## THE TASK
What lines in the listing below hold the string "turn"? Please copy them out.

⟨

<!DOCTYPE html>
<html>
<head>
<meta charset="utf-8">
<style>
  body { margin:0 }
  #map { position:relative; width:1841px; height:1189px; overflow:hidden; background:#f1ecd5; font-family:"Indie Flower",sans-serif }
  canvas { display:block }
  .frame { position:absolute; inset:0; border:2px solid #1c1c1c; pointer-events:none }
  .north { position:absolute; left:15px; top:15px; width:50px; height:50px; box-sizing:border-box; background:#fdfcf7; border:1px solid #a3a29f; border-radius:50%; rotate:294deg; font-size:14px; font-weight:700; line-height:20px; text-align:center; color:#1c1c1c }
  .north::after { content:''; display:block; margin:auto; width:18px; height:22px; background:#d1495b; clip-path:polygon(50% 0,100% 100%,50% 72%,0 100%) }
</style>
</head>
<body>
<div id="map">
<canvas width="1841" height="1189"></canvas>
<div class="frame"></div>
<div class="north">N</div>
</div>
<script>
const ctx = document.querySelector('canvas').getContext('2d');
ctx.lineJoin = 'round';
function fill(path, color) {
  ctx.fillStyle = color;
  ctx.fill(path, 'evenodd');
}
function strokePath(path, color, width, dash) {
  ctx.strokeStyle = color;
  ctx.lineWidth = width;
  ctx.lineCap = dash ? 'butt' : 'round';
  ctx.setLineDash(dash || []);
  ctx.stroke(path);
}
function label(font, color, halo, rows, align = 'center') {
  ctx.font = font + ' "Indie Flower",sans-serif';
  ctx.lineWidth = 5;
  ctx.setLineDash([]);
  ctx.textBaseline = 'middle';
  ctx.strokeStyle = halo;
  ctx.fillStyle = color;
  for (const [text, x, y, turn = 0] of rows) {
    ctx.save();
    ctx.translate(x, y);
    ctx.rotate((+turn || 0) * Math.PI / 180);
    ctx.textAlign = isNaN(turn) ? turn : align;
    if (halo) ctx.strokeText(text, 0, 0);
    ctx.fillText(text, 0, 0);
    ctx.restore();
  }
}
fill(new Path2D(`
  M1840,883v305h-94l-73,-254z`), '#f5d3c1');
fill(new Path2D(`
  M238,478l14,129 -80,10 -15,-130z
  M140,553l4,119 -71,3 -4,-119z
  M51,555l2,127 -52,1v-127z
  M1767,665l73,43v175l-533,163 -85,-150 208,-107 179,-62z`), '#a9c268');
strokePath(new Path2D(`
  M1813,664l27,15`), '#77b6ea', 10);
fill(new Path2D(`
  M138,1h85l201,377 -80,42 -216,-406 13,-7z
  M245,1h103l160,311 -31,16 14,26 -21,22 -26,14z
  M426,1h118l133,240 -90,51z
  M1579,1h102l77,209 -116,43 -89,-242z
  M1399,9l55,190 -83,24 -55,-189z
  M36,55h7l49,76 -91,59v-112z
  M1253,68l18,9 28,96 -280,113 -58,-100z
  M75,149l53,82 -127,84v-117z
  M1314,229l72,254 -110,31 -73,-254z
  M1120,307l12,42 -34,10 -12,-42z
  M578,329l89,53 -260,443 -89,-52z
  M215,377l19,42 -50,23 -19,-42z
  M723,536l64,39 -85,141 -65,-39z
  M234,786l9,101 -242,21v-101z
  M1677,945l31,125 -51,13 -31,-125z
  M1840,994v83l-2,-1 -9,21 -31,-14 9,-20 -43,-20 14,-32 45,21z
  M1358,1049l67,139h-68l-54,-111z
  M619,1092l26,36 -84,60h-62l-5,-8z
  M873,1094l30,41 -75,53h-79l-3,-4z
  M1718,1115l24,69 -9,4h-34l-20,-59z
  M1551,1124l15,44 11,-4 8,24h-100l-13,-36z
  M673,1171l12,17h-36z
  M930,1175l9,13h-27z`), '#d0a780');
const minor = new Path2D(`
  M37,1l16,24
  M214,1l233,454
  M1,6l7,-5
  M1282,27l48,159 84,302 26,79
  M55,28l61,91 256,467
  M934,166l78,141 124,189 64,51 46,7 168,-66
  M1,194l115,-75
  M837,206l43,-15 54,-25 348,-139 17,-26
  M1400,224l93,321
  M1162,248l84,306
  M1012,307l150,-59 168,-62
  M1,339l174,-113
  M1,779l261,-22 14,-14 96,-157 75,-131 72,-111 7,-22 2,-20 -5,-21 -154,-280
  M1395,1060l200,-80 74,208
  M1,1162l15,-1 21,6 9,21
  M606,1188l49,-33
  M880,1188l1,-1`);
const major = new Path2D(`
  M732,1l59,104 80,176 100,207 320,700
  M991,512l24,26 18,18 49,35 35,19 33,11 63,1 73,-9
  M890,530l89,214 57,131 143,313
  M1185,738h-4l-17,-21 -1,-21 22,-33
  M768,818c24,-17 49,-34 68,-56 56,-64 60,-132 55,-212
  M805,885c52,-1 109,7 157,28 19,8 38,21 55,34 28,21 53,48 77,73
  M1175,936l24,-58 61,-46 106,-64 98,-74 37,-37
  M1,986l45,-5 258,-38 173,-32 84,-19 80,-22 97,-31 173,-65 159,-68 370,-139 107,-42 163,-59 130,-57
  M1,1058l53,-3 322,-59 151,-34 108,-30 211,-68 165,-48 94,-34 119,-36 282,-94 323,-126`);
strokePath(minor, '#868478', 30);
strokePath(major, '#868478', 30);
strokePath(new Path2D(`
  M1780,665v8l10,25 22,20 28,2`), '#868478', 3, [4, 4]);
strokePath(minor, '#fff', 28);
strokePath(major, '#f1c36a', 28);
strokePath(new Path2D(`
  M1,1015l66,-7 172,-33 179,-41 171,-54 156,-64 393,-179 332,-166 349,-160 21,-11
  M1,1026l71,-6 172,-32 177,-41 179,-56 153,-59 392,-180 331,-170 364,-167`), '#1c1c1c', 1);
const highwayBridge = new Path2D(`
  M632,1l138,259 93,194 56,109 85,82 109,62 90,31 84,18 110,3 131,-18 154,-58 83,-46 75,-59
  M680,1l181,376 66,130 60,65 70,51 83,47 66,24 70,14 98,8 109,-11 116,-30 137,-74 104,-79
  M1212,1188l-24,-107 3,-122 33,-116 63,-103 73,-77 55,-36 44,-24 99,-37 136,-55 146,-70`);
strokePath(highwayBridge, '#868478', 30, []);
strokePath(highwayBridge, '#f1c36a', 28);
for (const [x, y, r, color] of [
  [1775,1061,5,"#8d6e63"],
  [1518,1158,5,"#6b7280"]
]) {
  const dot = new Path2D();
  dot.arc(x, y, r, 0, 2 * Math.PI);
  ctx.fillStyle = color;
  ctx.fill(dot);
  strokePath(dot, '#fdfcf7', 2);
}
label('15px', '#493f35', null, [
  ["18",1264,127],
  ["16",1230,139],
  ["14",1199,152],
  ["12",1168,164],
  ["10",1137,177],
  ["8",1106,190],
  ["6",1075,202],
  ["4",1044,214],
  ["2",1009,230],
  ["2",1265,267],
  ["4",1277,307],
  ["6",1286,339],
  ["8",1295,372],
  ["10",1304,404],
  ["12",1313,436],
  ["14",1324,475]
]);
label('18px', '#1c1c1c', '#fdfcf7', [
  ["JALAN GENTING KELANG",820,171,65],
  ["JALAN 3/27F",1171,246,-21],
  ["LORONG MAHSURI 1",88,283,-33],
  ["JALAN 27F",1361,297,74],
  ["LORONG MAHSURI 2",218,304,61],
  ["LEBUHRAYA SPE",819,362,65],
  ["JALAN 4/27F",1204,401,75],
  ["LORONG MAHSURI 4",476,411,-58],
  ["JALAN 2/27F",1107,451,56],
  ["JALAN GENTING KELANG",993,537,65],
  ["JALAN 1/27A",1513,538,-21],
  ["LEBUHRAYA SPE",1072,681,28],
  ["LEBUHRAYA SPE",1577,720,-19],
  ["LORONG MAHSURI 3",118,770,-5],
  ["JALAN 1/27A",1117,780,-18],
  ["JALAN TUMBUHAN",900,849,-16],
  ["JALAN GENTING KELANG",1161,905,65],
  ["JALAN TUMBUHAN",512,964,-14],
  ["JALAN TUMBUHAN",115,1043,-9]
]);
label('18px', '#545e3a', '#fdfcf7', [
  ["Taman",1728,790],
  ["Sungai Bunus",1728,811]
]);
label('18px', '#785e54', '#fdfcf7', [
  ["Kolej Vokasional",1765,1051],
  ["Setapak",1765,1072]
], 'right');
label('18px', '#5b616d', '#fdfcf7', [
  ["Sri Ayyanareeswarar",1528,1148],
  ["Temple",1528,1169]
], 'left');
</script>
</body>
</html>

⟩

## WRITTEN SOLUTION
  for (const [text, x, y, turn = 0] of rows) {
    ctx.rotate((+turn || 0) * Math.PI / 180);
    ctx.textAlign = isNaN(turn) ? turn : align;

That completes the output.